Certamente oggi la Regione Molise dovrà restituire anche economicamente il mal tolto agli eletti che quindi dovranno percepire le indennità spettanti dal giorno della loro cacciata dal Consiglio regionale.

Secondo i rumors di palazzo,gli stessi potrebbero chiedere anche un risarcimento del danno subito ai consiglieri regionali che in quell’occasione votarono a favore dell’applicazione retroattiva di questa riforma nonostante la diffida pervenuta loro da parte dei legali.
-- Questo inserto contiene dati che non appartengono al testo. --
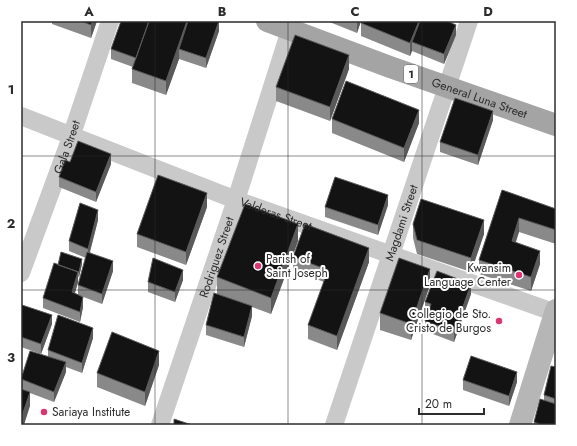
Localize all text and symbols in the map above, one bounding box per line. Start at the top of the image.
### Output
text: A [83,2,94,21]
text: B [218,2,227,21]
text: C [350,2,360,21]
text: D [483,2,493,21]
road number: 1 [404,65,418,83]
street label: General Luna Street [429,73,530,123]
text: 1 [8,80,14,99]
street label: Gala Street [49,118,85,177]
street label: Magdami Street [380,182,423,264]
street label: Valderas Street [237,193,314,235]
text: 2 [7,214,15,233]
street label: Rodriguez Street [195,214,239,300]
place label: Parish of Saint Joseph [266,250,328,282]
place label: Kwansim Language Center [424,259,512,291]
marker: Parish of Saint Joseph [253,261,263,271]
marker: Kwansim Language Center [514,270,524,280]
place label: Collegio de Sto. Cristo de Burgos [406,305,491,337]
marker: Collegio de Sto. Cristo de Burgos [494,316,504,326]
text: 3 [7,348,15,367]
scale bar [419,390,484,416]
text: 20 m [425,395,452,413]
place label: Sariaya Institute [52,403,130,421]
marker: Sariaya Institute [39,407,49,417]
Un’applicazione retroattiva che il governo Toma applicò attraverso la cosìdetta interpretazione autentica inserita nella norma e che qualche tempo dopo il governo nazionale comunicò di voler impugnare dinanzi alla Corte Costituzionale. Toma evitò l’impugnazione assicurando al governo nazionale che avrebbe provveduto a portare in aula l’abrogazione della interpretazione autentica che però dopo due anni, ancora non è arrivata all’attenzione dell’assemblea legislativa.
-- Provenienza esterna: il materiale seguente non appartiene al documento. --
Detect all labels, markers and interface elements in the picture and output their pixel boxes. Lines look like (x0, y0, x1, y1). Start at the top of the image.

Per evitare tutti questi danni alla Regione, di natura giuridica ma anche economica a danno de cittadini, il 21 aprile 2021 l’ex presidente Iorio si rese protagonista come primo firmatario, di un emendamento alla legge di stabilità 2021 in cui proponeva l’abrogazione di questa riforma e il reintegro immediato dei consiglieri surroga definendo però un risparmio per le casse della Regione. Come? Riducendo le indennità fissate per i consiglieri regionali, assicurando così il mantenimento dell’importo complessivo di spesa accertato alla data di entrata in vigore della presente legge.

 

 

Ovviamente tale emendamento fu bocciato dagli altri consiglieri di centrodestra e dai 5stelle.

Oggi, ad occhio e croce, se la Cassazione dovesse decidere favorevolmente anche per gli altri ricorrenti (Scarabeo, Matteo e Di Sandro) la Regione dovrà rimborsare loro oltre un milione e mezzo di euro. Tanto, sono soldi dei cittadini.